RECORDS FOR THE TASK
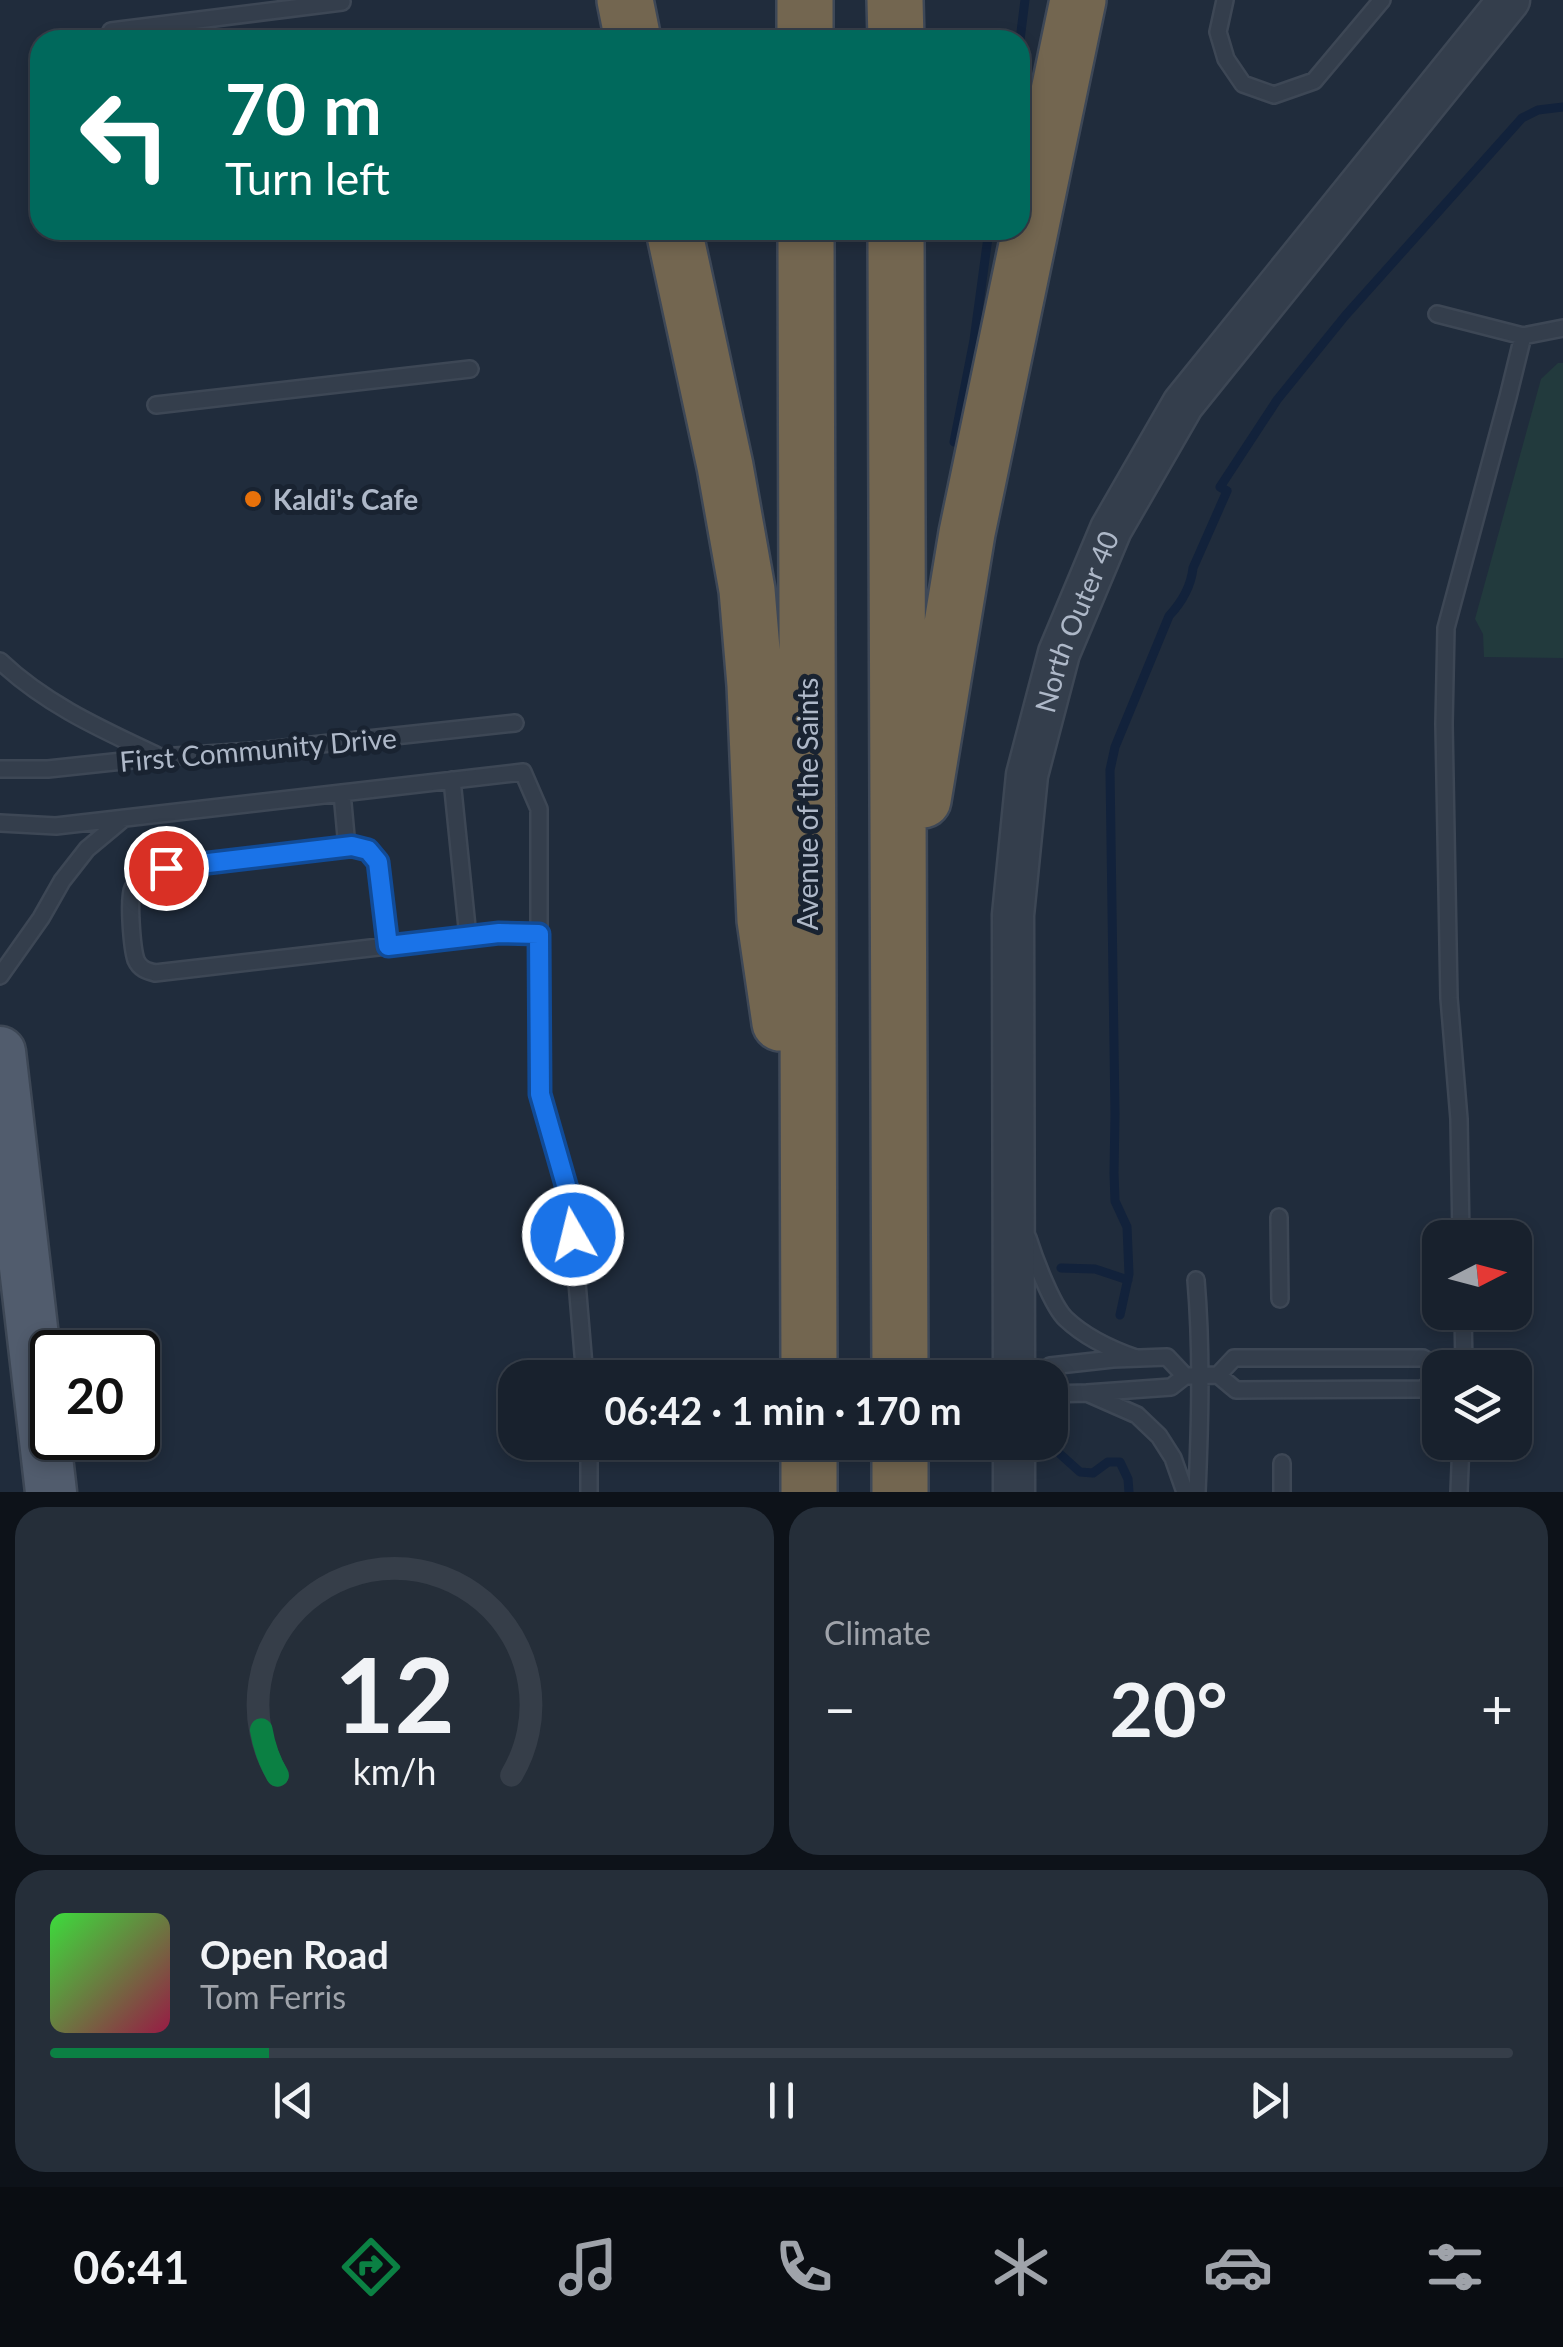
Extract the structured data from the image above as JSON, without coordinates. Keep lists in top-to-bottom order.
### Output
==
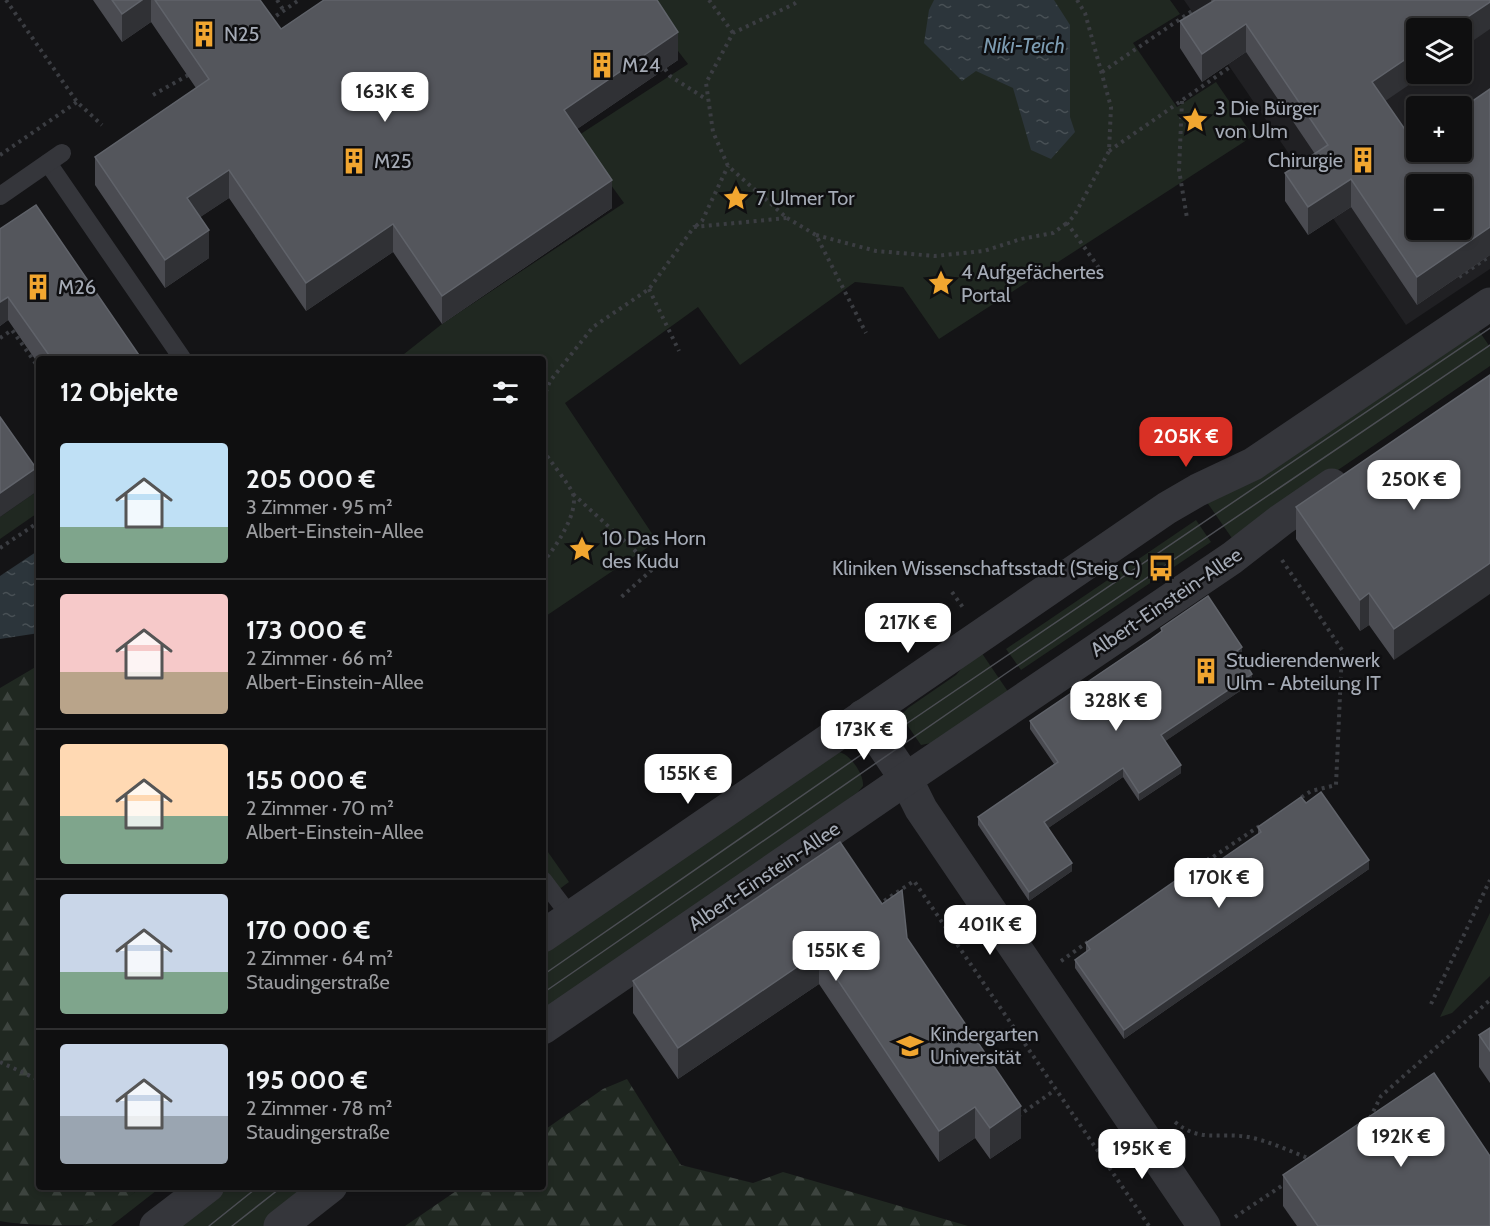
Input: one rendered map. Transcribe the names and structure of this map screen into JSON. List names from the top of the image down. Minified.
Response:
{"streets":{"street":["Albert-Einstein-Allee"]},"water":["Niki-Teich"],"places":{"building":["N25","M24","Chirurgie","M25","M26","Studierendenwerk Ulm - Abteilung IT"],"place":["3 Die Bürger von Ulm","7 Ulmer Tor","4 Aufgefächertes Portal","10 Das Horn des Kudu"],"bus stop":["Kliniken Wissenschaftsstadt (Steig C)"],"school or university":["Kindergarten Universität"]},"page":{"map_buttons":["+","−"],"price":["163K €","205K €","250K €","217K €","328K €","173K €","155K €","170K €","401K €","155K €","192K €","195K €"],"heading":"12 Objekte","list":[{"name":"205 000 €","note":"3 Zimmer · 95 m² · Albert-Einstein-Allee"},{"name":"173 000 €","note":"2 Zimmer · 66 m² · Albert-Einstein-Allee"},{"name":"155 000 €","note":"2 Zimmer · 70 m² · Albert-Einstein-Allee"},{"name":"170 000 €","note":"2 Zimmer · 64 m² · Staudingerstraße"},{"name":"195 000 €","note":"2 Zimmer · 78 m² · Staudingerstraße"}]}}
---
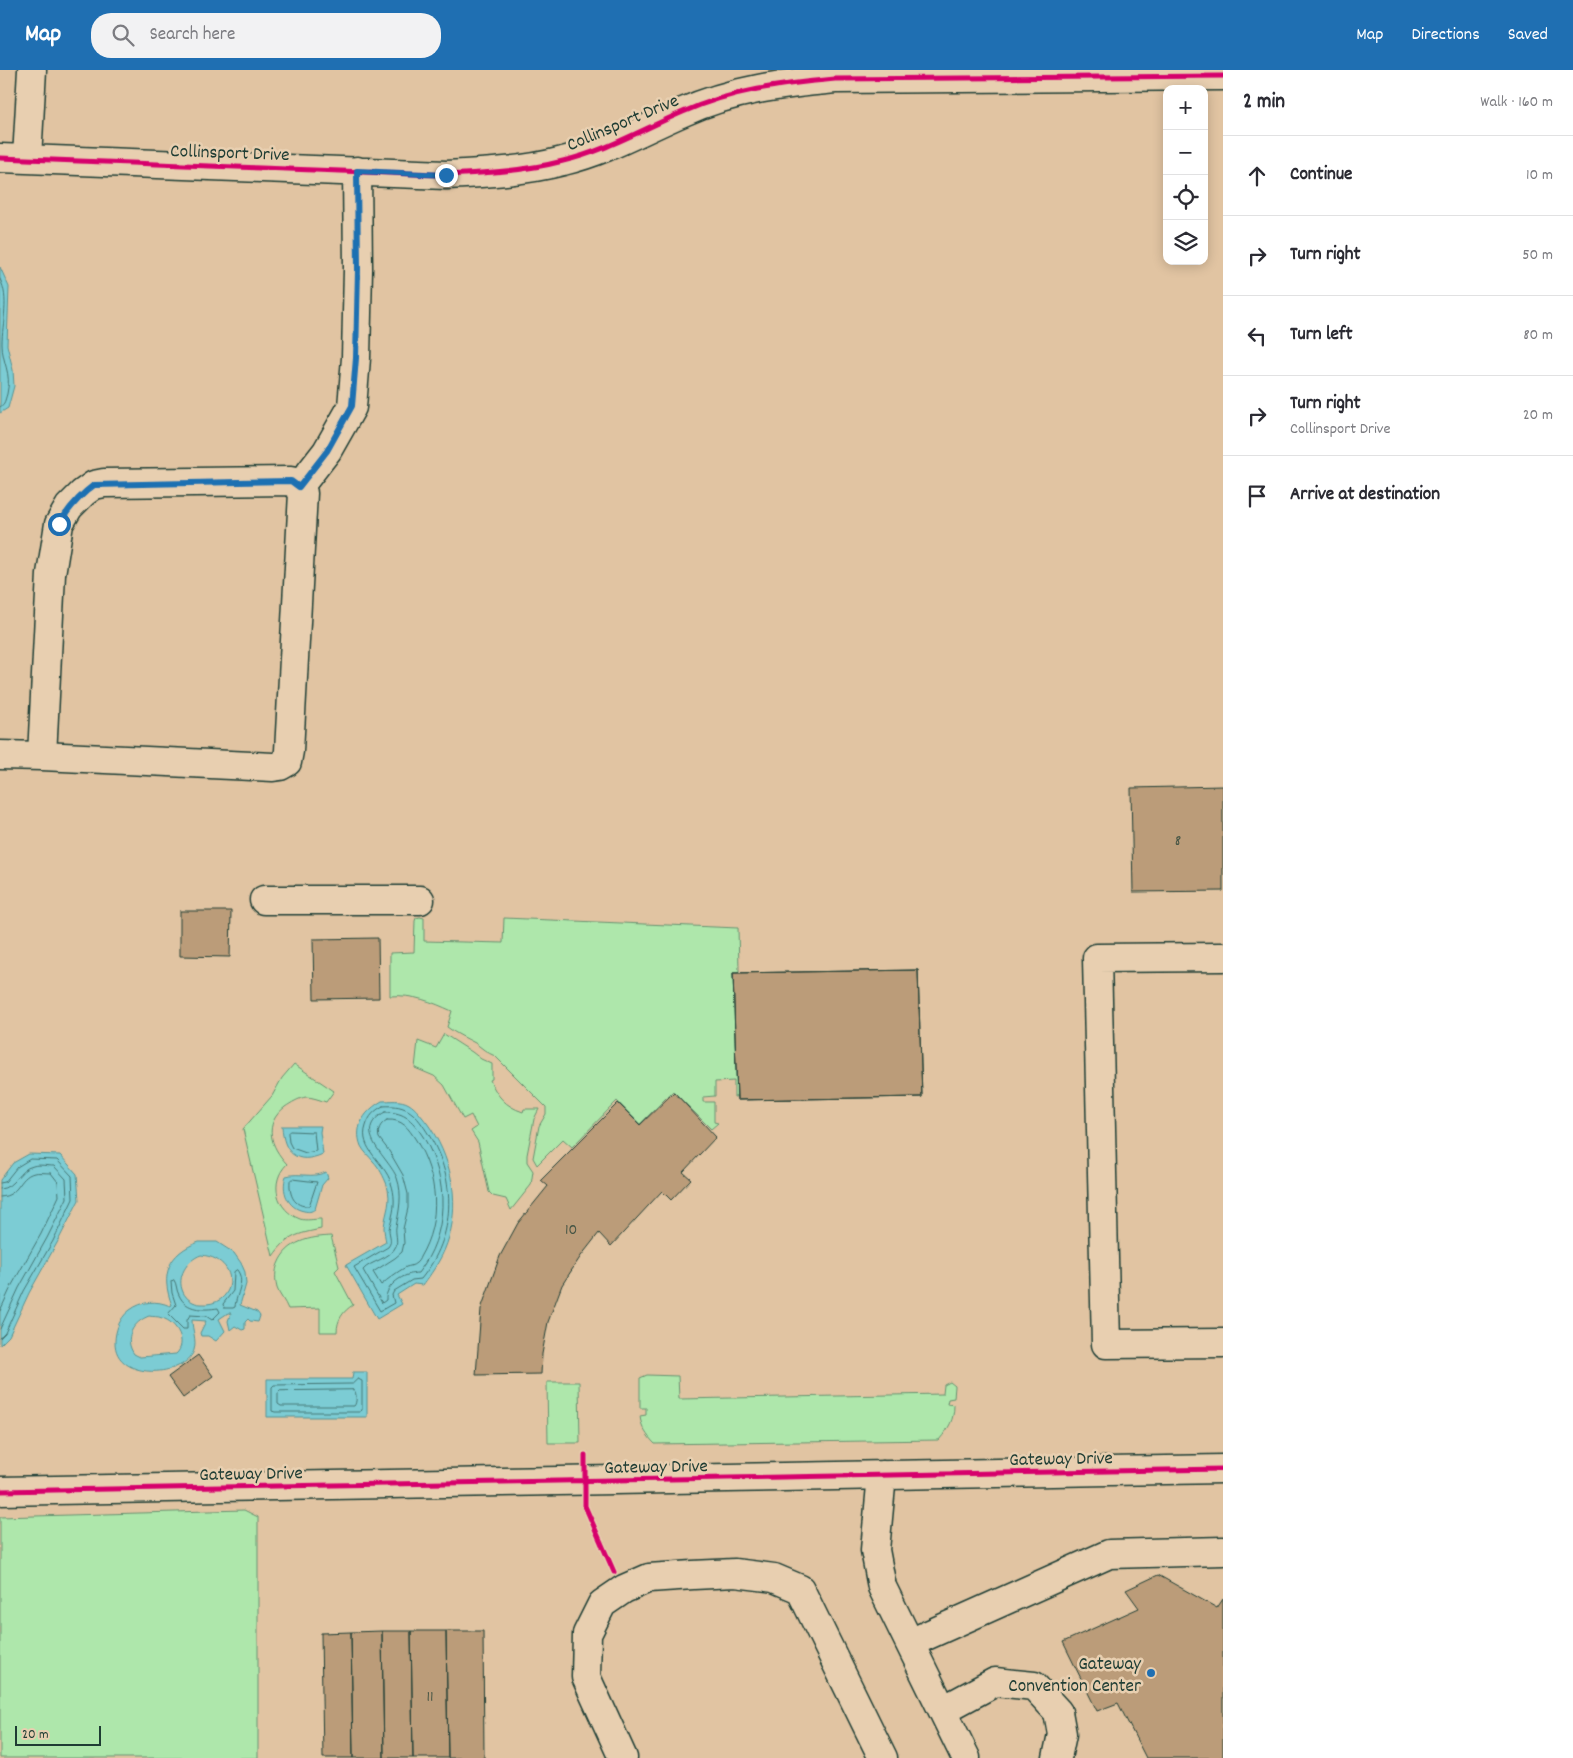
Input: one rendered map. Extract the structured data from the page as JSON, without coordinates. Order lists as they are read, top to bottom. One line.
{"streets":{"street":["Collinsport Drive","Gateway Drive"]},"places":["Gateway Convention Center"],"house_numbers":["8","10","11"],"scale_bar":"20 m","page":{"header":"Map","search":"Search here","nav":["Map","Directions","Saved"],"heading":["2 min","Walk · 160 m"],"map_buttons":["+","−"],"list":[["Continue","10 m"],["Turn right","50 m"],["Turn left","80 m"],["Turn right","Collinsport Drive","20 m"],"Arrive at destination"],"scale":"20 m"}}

REQUIREMENT
Work out how many lines in the data include "image". Answer with the number only.

OUTPUT
2